I think everyone gets frustrated when they don't 'get' something or aren't really interested in it...although at 3 years old, she doesn't know how to handle those feelings and it cause her to react in the only way she knows how. Try making it a fun activity and when she gets stressed, move on to something else....then she won't feel too much pressure and in turn start to hate learning. You can also play fun games with her that will help her learn as well - using flash cards with pictures, board games, etc...but she is still young and doesn't need to know all that stuff right now - she will learn in time! I started teaching things to my DSD the summer before she started kindergarten and she enjoyed doing worksheet activities printed off the computer...there were coloring sheets, numbers, letters, etc...and I would read with her every night. She enjoyed the time we spent together and it also helped her to stay busy while I was cooking, cleaning, etc...and when she started K she had a head start....but there were still tons of kids that didn't know any numbers or letters when they started school - so I wouldn't worry about it - she is probably ahead of schedule any way. Just relax and she will relax....and as for the behavioral issues - she is 3!! She will have way worse things come up till she is probably 5 at least. Testing boundaries, acting out, saying 'I don't know' because she can't express why she is acting out...all that is totally typical. Just be consistent and bide your time till she grows up a bit. Have consequences, but don't take it personally....you are with her all day so she feels more comfortable to act out with you....joys of motherhood. :)

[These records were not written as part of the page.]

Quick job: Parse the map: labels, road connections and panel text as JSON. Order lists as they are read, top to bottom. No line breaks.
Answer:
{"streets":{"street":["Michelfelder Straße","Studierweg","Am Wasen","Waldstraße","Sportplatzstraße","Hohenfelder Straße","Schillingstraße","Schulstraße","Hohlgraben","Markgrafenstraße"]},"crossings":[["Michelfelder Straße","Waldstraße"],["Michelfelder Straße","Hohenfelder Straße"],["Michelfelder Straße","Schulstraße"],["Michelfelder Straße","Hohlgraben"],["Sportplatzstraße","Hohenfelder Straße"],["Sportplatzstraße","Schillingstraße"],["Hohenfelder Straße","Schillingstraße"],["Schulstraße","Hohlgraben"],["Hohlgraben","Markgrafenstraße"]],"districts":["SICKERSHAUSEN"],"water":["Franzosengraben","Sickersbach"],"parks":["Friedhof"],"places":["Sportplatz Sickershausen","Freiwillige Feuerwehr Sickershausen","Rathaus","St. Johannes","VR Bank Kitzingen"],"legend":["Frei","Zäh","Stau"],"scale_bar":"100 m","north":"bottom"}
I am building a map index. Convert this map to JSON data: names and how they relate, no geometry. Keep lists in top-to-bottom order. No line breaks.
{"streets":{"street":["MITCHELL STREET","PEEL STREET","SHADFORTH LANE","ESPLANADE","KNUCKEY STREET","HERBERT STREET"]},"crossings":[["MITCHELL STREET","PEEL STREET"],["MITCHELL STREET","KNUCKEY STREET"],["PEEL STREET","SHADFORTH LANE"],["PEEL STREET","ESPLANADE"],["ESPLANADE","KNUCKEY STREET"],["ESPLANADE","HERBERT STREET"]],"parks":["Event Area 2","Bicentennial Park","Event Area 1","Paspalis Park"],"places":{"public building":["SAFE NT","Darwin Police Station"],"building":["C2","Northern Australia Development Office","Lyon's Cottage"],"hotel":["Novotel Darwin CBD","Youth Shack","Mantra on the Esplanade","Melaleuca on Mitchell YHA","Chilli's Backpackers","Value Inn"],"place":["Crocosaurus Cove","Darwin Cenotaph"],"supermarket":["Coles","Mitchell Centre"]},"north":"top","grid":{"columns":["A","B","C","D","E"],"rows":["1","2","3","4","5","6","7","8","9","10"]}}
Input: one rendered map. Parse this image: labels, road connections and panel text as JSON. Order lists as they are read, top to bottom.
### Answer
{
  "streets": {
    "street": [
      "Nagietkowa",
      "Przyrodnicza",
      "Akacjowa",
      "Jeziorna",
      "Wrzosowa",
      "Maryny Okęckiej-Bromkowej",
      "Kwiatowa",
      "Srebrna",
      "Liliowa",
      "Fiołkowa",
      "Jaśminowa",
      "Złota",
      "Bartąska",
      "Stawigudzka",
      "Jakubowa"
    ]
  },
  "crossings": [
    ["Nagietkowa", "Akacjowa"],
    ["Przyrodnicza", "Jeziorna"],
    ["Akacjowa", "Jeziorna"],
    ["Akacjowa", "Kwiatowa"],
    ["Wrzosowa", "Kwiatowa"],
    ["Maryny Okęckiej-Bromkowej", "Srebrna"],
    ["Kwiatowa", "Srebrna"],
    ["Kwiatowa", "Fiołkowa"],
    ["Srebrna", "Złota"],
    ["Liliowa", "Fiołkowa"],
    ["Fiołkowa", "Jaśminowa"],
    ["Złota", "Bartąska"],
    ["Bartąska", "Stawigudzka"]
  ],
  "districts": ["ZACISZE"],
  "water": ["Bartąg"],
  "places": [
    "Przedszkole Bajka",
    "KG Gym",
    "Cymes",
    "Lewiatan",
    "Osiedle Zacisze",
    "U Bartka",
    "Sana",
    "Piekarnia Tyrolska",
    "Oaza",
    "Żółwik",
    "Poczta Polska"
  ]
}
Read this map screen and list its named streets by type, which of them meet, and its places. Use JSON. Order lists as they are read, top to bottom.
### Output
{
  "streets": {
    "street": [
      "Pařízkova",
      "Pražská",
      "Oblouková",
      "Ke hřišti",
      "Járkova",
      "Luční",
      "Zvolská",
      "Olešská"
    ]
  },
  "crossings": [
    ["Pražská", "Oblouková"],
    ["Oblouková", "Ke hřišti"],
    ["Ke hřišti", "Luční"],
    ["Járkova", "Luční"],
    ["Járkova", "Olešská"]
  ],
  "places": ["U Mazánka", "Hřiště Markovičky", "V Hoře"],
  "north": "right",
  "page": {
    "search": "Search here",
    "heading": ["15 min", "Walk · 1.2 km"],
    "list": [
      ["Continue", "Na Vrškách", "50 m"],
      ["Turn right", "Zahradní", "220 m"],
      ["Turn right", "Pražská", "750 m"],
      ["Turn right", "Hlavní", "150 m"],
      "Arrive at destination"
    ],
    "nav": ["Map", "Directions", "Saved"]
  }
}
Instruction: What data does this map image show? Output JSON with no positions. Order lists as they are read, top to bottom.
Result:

yep - sounds like a typical 4 year old to me!
It sounds like you are writing about my 4 yr old daughter!! Don't worry yourself , she does not have learning issues , my daughter knows a few letters and numbers but she is at preschool 3 mornings/week , so if your daughter isn't then she is not being taught it yet. My daughter also does things like get into my youngests crib and then cannot answer why she has done it. I think there is still a little bit of jealousy , all you can do is be firm and consistent with what she can and cannot do and she will learn eventually.
I think it sounds like normal behavior. I definitely don't think there is any need to stress over he getting frustrated with learning. She's at the right age to learn those things, but it takes many children longer to master them than parents think.
Keep in mind, while those games are good learning tools, they shouldn't be the only learning tool. Learning is something that can happen just about anywhere with anything...we all learned without the technology kids have today.
Its possible the behavior issues stem from her brain being over-stimulated from play the Leap Frog for too L.. It could also be a little sibbling jealousy/rivalry.
The Kingsbury Center, www.kingsbury.org, offers a screening for preschoolers to check whether there might be any precursor to learning disability or whether the child is on target for his/her age. Good luck.